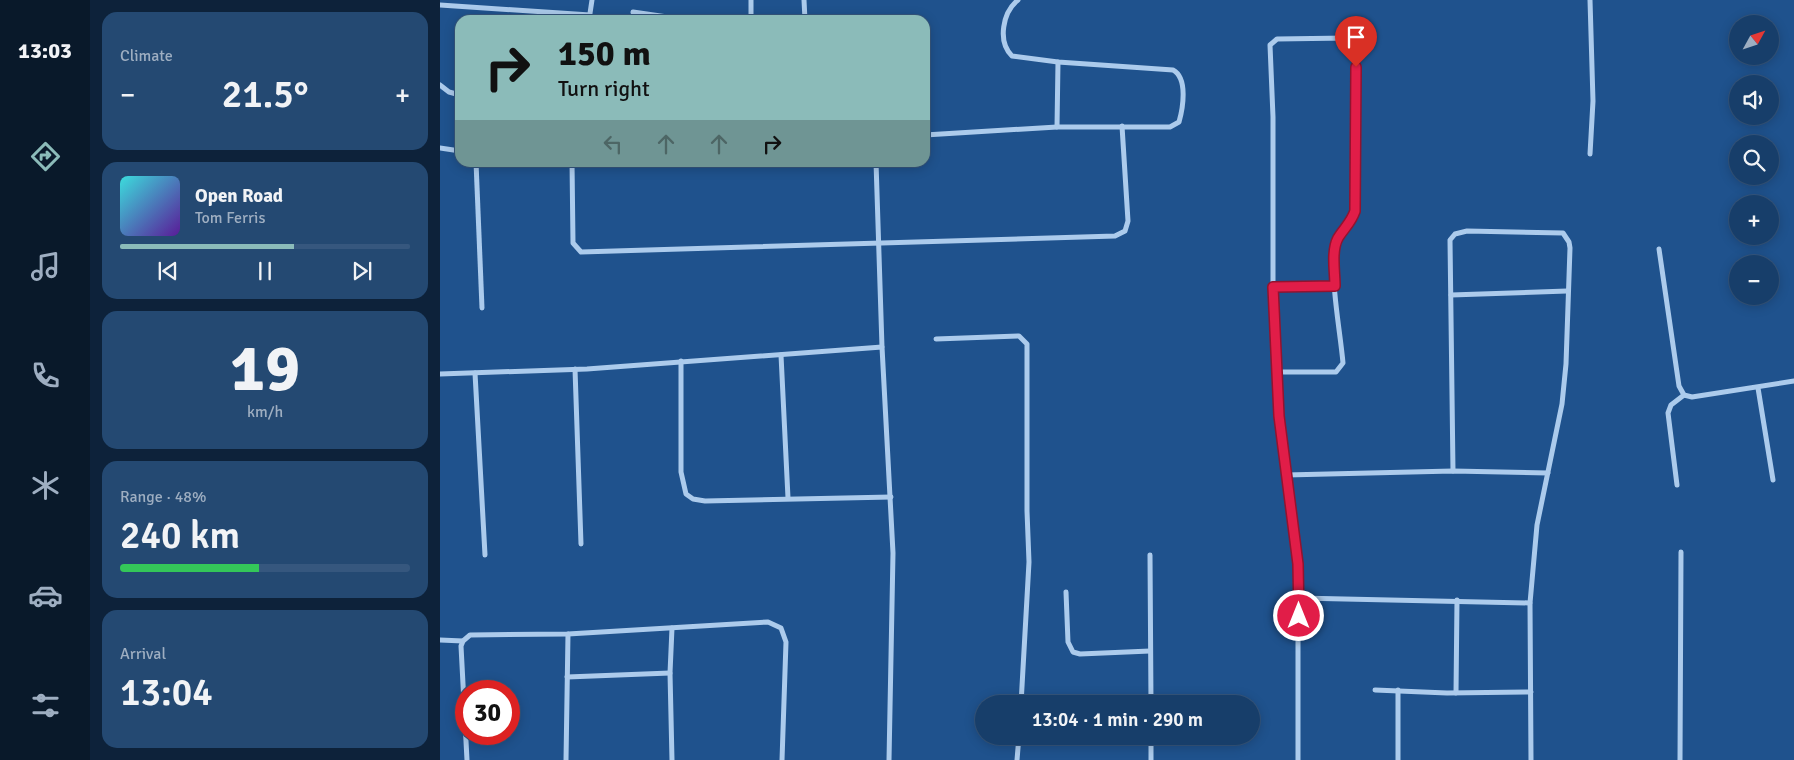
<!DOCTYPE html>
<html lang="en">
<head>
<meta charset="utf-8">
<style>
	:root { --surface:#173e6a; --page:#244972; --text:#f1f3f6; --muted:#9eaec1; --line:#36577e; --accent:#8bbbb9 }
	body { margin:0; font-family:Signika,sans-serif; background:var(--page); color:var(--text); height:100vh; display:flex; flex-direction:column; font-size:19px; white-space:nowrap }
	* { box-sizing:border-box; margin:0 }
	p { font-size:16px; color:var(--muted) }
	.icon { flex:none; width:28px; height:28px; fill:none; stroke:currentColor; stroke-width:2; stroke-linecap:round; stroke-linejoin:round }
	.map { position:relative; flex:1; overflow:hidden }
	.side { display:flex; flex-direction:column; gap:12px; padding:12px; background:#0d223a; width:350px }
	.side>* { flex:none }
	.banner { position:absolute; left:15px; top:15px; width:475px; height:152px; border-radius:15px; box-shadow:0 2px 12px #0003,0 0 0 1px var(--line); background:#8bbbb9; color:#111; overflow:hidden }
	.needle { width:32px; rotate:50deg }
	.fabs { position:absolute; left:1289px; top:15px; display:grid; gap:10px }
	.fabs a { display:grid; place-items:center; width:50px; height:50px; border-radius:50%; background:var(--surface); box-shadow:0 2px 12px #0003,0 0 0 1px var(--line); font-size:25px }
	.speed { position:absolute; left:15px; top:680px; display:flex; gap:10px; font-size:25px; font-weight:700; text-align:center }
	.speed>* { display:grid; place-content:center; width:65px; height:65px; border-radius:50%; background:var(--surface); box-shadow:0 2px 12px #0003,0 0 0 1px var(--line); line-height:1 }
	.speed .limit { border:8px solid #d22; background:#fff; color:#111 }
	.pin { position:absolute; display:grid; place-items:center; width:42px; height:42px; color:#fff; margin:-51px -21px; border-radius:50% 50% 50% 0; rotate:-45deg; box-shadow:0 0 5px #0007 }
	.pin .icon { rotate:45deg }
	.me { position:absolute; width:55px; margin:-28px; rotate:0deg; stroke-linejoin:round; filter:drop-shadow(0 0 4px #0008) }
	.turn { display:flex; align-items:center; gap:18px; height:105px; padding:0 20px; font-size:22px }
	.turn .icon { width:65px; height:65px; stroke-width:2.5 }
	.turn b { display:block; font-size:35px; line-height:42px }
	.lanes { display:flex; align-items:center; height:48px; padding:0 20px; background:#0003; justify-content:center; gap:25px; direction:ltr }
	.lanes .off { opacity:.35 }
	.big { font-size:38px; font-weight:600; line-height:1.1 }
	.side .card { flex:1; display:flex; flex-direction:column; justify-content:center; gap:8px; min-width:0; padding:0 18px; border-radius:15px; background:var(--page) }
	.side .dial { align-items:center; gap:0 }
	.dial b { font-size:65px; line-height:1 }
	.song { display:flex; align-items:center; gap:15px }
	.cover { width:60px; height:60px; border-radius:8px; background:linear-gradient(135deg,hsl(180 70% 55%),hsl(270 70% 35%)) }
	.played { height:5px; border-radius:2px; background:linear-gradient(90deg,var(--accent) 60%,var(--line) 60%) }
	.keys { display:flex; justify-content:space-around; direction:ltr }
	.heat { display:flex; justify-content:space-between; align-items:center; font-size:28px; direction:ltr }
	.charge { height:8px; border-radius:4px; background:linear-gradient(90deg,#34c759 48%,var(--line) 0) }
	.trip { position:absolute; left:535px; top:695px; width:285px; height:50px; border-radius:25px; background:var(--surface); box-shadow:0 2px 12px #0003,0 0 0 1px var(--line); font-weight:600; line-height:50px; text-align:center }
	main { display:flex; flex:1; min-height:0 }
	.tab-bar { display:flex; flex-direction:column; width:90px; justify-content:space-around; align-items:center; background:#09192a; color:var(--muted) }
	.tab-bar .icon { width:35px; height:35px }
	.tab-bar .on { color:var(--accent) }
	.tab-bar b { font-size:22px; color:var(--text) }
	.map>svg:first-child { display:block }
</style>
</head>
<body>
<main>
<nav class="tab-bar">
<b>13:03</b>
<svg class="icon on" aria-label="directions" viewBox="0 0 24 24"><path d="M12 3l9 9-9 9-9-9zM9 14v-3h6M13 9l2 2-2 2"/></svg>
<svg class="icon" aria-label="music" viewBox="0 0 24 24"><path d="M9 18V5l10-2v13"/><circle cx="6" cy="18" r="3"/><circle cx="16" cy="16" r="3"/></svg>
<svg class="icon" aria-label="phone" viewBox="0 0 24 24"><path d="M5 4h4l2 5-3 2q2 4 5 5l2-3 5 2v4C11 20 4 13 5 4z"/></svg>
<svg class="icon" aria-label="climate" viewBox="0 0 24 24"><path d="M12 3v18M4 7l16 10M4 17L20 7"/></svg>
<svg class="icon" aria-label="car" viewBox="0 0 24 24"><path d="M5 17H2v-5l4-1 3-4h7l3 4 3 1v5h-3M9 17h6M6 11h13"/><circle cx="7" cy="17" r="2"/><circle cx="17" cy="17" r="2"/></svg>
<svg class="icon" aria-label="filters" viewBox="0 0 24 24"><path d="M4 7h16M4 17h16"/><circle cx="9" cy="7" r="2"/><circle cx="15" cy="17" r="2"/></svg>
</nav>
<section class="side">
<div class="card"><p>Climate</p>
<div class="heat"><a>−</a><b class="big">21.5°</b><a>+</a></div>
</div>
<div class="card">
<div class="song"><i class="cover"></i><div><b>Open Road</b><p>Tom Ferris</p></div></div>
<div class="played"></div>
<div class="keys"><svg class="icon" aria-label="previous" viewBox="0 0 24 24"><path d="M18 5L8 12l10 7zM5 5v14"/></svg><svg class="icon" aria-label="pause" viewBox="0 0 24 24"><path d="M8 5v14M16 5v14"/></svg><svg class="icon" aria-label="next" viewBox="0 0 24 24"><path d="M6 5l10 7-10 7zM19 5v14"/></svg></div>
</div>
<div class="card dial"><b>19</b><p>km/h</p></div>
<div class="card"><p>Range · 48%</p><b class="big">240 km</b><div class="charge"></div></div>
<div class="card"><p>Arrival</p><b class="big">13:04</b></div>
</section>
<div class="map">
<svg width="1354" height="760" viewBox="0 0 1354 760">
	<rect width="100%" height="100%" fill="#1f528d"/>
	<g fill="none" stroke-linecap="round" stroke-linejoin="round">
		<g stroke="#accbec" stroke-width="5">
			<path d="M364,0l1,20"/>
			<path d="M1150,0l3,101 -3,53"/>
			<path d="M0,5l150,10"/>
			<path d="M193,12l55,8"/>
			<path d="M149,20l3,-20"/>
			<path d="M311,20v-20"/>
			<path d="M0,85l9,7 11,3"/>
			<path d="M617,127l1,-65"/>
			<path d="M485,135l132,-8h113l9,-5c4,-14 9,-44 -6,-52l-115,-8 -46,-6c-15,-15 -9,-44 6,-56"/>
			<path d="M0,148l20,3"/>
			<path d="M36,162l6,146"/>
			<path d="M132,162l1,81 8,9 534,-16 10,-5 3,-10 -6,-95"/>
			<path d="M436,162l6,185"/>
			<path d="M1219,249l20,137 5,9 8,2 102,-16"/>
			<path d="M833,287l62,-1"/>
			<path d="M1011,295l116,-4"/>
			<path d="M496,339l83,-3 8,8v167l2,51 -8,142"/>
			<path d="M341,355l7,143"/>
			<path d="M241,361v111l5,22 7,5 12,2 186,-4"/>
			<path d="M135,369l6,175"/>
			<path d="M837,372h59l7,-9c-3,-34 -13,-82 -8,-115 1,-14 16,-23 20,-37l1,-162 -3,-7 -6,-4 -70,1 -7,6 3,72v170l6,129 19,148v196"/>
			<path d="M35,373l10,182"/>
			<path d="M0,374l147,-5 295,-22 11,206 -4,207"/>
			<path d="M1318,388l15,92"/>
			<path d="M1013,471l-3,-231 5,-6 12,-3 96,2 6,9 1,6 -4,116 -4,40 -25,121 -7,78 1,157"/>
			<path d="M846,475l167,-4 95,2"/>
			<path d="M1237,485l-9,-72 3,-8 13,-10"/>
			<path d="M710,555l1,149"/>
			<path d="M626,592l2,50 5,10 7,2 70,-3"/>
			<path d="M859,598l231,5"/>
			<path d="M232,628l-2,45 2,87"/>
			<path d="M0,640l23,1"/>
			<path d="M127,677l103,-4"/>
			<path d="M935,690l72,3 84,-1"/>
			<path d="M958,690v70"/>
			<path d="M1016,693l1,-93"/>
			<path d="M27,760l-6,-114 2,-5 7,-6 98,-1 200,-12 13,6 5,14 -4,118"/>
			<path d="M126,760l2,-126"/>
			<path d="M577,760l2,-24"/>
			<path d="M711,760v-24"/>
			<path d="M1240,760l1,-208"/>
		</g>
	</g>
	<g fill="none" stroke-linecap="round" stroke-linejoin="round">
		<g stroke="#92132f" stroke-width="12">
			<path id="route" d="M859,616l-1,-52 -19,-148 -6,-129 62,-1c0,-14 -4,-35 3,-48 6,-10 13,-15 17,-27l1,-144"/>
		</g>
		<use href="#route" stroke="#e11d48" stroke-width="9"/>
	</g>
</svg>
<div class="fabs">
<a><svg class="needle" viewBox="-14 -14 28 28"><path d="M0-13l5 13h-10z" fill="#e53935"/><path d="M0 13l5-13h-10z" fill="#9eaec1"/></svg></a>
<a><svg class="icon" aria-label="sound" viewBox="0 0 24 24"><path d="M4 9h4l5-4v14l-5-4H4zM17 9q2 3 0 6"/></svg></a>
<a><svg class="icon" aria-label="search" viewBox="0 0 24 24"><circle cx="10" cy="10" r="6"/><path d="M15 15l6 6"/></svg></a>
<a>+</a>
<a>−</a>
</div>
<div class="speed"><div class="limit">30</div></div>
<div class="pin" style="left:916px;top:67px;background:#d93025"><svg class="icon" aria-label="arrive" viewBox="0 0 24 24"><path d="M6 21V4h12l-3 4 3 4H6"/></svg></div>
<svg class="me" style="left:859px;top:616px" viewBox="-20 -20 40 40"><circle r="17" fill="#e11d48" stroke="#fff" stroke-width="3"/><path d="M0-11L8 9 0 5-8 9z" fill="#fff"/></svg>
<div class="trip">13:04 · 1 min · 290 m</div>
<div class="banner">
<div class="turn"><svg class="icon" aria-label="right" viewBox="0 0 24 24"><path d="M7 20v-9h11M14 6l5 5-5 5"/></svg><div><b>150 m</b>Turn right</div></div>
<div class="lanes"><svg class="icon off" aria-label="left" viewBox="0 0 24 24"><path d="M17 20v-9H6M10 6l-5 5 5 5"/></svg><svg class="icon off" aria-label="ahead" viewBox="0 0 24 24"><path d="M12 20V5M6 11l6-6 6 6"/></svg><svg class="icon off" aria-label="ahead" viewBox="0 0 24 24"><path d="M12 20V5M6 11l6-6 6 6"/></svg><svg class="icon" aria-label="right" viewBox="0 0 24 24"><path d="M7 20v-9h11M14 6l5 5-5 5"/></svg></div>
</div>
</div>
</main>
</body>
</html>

* * *

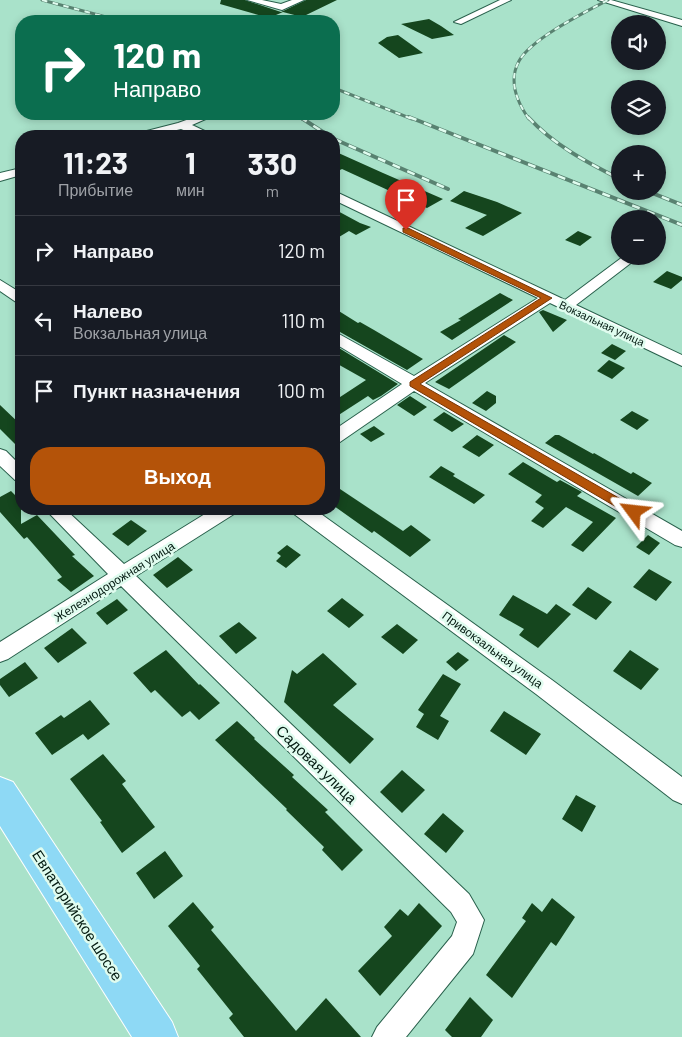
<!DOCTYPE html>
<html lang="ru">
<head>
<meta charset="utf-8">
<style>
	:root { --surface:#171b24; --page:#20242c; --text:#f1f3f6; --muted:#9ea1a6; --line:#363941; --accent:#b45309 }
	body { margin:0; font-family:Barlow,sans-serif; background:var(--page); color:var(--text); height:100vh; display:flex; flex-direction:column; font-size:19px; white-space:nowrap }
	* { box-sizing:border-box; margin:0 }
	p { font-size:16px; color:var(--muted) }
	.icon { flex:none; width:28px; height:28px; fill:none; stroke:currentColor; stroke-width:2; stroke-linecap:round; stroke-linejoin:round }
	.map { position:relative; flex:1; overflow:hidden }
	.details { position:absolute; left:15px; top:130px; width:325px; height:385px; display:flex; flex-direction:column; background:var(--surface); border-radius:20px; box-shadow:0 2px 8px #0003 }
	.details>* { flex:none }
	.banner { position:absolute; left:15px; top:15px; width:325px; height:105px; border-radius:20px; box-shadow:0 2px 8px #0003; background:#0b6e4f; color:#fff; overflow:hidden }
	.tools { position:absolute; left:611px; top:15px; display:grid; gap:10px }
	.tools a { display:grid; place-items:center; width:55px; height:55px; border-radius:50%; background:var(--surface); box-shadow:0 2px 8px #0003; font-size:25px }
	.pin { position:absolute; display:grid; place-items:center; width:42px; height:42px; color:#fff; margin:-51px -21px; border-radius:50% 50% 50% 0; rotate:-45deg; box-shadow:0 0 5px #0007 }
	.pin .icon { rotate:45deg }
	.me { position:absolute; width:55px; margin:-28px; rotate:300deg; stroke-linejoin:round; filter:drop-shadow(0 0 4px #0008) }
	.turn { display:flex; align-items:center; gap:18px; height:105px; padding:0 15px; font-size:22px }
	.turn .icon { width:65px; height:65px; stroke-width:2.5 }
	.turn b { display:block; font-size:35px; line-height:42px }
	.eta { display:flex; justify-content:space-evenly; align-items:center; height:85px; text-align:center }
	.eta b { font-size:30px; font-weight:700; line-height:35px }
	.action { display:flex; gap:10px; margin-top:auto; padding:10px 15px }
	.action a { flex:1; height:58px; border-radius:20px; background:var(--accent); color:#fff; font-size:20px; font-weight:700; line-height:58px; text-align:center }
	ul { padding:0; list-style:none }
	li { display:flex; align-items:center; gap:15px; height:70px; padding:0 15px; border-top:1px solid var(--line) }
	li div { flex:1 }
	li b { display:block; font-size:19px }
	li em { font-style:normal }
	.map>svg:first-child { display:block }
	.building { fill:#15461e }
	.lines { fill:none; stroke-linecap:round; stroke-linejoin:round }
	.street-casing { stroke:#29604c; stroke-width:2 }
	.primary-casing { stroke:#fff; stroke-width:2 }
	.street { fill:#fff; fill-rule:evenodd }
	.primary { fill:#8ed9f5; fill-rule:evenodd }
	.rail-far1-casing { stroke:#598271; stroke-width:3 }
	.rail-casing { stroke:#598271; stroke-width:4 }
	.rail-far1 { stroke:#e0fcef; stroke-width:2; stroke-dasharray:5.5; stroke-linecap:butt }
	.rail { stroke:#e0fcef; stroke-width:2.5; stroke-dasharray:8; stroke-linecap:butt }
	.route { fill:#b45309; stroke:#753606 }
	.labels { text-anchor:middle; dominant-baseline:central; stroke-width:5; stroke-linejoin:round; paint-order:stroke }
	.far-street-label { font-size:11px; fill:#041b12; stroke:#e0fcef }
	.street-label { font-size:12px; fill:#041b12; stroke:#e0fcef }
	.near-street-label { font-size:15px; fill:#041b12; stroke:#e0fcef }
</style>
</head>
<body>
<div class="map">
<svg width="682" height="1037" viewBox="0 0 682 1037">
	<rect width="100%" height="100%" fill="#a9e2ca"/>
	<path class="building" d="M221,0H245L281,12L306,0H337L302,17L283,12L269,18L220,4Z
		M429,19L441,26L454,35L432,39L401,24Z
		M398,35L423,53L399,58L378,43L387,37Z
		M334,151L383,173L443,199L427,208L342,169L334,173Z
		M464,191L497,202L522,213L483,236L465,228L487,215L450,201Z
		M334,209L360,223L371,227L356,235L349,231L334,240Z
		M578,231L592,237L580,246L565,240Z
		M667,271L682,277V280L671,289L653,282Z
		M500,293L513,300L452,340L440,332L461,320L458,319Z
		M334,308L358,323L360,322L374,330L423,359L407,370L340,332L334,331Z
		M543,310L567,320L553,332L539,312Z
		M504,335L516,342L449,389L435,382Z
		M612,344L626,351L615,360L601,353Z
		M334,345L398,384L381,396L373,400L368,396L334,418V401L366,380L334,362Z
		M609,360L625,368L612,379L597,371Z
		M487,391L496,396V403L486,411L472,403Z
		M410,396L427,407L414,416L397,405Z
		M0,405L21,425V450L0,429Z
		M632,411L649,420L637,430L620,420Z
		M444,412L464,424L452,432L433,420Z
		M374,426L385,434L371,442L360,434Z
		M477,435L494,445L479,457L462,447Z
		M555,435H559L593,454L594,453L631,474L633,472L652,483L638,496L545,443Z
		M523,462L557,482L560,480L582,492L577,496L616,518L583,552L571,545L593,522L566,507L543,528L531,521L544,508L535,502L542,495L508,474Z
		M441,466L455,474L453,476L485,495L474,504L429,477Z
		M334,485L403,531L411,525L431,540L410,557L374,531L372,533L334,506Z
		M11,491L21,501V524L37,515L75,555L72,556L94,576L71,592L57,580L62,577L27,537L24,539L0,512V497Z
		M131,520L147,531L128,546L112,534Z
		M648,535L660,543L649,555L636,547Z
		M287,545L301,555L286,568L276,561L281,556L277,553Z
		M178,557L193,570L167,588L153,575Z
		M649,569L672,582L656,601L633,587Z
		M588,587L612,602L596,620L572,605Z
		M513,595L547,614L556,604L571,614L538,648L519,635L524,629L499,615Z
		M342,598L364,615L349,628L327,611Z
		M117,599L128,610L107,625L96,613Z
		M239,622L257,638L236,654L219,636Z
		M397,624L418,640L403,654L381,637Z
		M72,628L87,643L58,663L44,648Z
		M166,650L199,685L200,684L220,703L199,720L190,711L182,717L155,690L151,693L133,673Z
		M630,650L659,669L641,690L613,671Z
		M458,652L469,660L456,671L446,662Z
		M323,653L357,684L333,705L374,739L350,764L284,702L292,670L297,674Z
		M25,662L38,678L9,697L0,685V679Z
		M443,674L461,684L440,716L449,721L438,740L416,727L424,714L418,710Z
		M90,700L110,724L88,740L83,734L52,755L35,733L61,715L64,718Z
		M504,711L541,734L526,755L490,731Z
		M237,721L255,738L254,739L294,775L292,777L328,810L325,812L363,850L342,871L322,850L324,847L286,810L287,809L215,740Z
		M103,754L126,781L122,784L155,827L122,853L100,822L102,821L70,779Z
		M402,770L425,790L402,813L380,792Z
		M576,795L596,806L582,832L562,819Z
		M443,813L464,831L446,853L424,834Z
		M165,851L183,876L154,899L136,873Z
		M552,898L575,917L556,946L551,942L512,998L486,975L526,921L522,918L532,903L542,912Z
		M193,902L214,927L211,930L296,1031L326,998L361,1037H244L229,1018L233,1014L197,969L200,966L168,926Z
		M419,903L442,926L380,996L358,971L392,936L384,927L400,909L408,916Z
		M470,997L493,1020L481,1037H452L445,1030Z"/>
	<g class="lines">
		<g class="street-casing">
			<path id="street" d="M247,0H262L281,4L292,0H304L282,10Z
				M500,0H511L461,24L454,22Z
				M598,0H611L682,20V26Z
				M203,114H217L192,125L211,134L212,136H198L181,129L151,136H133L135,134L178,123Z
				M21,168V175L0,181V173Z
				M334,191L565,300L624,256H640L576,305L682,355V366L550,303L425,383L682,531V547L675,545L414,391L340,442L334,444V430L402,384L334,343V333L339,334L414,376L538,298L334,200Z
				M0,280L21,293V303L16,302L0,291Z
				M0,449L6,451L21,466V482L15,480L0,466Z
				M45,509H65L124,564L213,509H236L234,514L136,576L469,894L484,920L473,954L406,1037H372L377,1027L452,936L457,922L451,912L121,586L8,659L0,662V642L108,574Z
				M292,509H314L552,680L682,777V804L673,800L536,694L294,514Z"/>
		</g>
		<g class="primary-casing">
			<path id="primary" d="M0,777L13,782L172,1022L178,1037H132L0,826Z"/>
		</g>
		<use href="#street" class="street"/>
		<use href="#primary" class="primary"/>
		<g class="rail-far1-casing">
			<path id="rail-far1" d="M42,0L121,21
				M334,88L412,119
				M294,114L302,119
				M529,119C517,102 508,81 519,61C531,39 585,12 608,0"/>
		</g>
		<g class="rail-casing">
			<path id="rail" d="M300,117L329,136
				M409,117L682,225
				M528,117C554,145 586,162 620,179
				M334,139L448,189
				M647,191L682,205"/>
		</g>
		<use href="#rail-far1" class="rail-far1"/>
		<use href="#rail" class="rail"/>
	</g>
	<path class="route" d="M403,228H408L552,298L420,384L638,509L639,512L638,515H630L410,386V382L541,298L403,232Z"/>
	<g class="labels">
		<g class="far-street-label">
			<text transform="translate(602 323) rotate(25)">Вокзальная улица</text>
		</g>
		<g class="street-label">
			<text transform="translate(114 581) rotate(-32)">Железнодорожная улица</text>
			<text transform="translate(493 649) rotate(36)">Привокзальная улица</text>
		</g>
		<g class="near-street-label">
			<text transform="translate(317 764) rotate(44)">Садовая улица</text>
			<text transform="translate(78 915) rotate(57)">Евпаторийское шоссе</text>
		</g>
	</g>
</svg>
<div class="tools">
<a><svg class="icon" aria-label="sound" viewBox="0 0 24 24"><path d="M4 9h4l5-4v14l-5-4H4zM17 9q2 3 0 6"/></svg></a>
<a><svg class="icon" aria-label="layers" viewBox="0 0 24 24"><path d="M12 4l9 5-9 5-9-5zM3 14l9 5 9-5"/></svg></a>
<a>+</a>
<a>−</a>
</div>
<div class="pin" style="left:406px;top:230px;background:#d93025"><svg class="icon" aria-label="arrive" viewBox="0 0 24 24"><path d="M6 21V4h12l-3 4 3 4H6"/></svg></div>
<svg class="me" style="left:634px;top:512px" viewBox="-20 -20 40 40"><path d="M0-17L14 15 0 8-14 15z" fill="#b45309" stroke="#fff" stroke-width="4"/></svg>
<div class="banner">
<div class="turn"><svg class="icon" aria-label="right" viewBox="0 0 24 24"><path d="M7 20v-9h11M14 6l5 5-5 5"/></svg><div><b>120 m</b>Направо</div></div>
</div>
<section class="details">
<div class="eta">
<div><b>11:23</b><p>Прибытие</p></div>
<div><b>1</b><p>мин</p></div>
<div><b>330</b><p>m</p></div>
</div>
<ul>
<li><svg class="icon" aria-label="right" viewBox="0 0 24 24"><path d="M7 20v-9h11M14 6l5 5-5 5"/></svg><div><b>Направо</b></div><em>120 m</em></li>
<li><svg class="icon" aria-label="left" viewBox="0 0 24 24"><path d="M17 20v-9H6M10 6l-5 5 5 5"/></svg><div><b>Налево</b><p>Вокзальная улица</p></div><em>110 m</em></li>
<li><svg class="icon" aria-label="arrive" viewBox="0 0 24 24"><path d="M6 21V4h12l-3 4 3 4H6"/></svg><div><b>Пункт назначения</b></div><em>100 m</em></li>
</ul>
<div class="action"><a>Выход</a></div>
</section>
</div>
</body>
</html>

→ **TASK BRIEF**
Could you repeat exactly the lines in the listing above from the one with "display:flex; justify-content:space-around; direction:ltr" down to the one with "display:flex; justify-content:space-between; align-items:center;"? Include both of those lines.

→ **FINISHED TASK**
	.keys { display:flex; justify-content:space-around; direction:ltr }
	.heat { display:flex; justify-content:space-between; align-items:center; font-size:28px; direction:ltr }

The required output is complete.